The Chairman: That is very good. We could continue on this topic, but because of time we should move on. Lord Hannay wants to turn to the particular aspect of Iran.
Q191 Lord Hannay of Chiswick: We have not talked about Iran at all. Are there any indications that the Government’s very clear support for the JCPOA is having any impact at all on the new US Administration? The Prime Minister was in Washington but I do not know whether she raised this issue with the President. Are there any indications that US policy is other than, in the words that came out of the mouth of the President during the campaign, that this was “the worst deal ever” and that it should be junked? Secondly, were we consulted before the Americans put their latest sanctions on Iran as a result of the ballistic missile test? Do you think that that was the right policy? Are we going to follow it ourselves? Thirdly, how will we respond if, as one of our witnesses has suggested to us, the US Administration do not renew the waiver on sanctions on Iran that is in force at the moment in April or May? Will we ourselves continue to apply the JCPOA rigorously, including the suspension of sanctions? How will we try to influence the US Administration not to do something that could be argued is a breach of the agreement that we think is valuable?
The Chairman: I should have said, Minister, that if at any point you want to bring in your distinguished colleagues on these complex questions, please feel free to do so.
Tobias Ellwood MP: Thank you. It is an important question. As I am sure the Committee is aware, this is a once-in-a-generation opportunity with Iran after 10 years of work. Again, it was about a coalition of the willing who stepped forward and who wanted to secure and limit Iran’s nuclear capability. The deal was agreed and has come into force. The IAEA has full access to what the Iranians are doing. Regular meetings are held in Geneva to continue assessing progress on making sure that the agreement is honoured. The lifting of nuclear-related financial and economic sanctions relating to the JCPOA are separate to that, in relation to ballistic missile use—the test that took place on 29 January reflected that. We raised concerns about this with the United Nations Secretary-General. That is the process by which we can do that. I understand that he is now considering whether to investigate this further.
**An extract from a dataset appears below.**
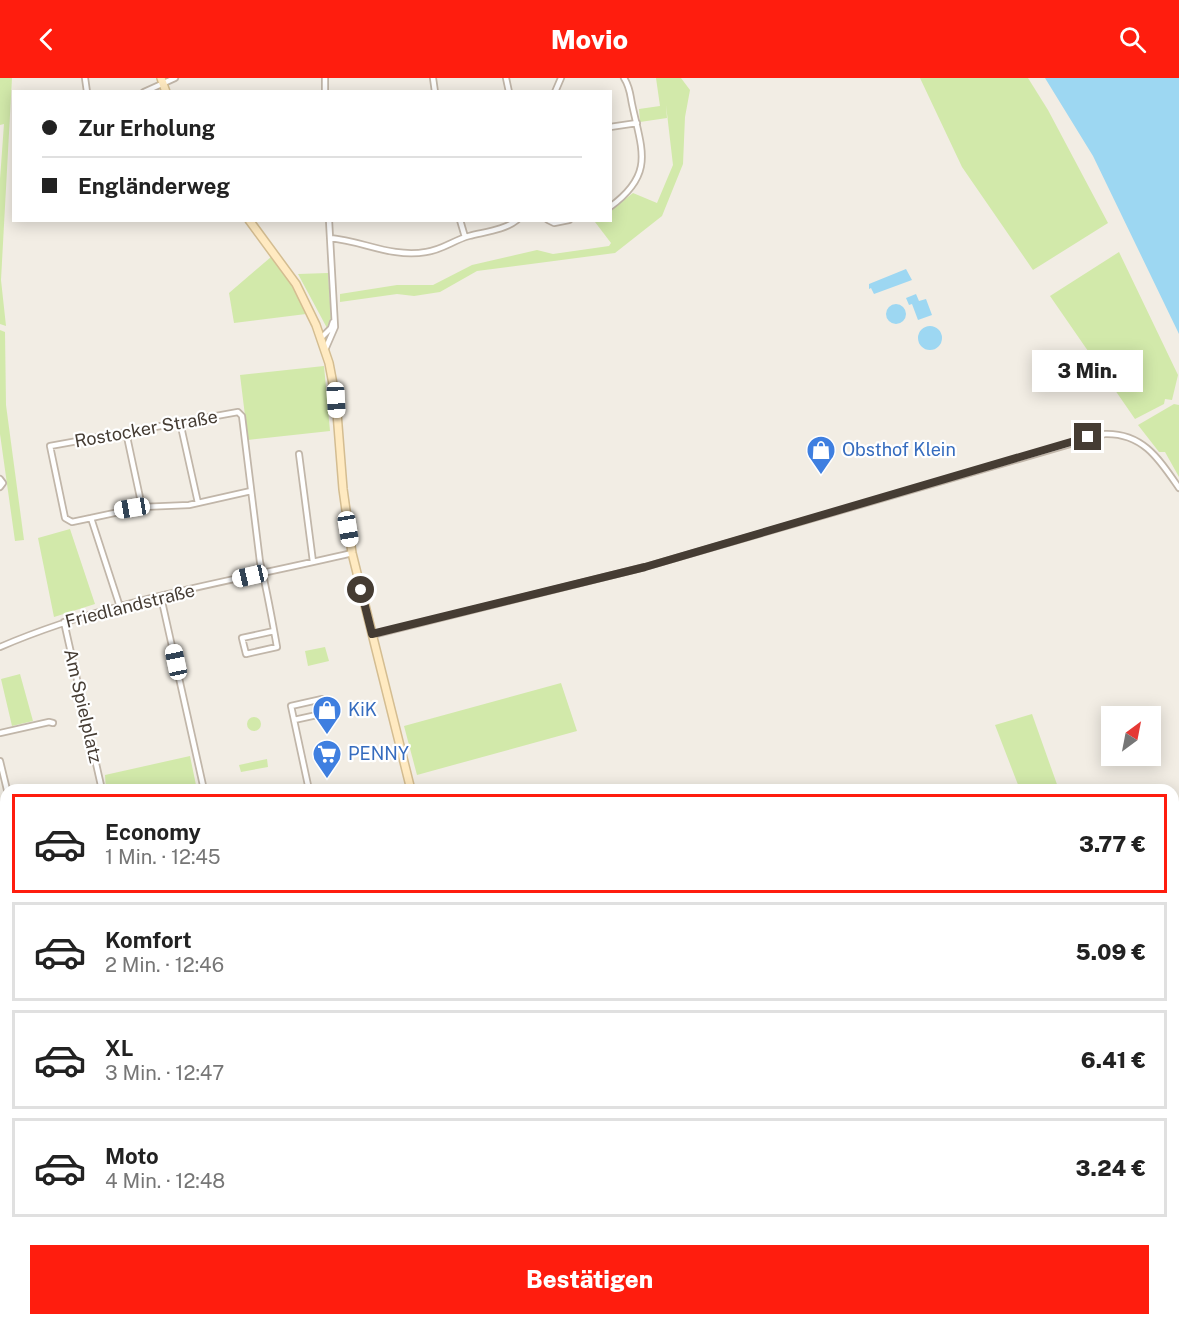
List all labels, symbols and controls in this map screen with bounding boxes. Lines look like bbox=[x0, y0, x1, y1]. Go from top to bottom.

But there is a separate grouping of sanctions to do with ballistic missiles under UN Security Council Resolution 2231 from those to do with the JCPOA.
Stepping back from both those areas, I would say that there are opportunities for us to engage with Iran. Our embassy has reopened and I had a meeting with the ambassador on Monday. I have visited Tehran and met the Deputy Foreign Minister, Abbas Araghchi. The Foreign Secretary meets his counterpart, Javad Zarif, on a regular basis. There are phone calls between Hassan Rouhani and our Prime Minister as well. Each of these opportunities is taken to raise other aspects such as human rights, as well as encouraging the country to take this opportunity to re-engage with the international community in a positive way. Airbus is in the process of delivering a series of its aircraft. If you visit Tehran—I do not know whether any of you have been there recently—you will see that this is a country in desperate need of infrastructure improvement and the JCPOA was the green light for that to happen.
There are other challenges to do with legacy sanctions that are perhaps creating issues for American banks or indeed American individuals with any bank when conducting business. We need to work with the Office of Foreign Assets Control in the United States in order to work them through.
Lord Hannay of Chiswick: First, may I possibly have an answer to the question of whether we were consulted before the Americans put on the latest sanctions? Secondly, what will the Government’s attitude be if the United States moves towards not renewing the waiver?
Tobias Ellwood MP: I do not know whether we were consulted. However, we should recognise that there are EU sanctions and our inability to go through the United Nations on sanctions in breach of the resolution. Moreover, America can impose its own sanctions. Perhaps I may write to the Committee with more detail on that.
Lord Hannay of Chiswick: What about our attitude to the waiver? Have you any thoughts on that?
Neil Bush: We can write back on that as well.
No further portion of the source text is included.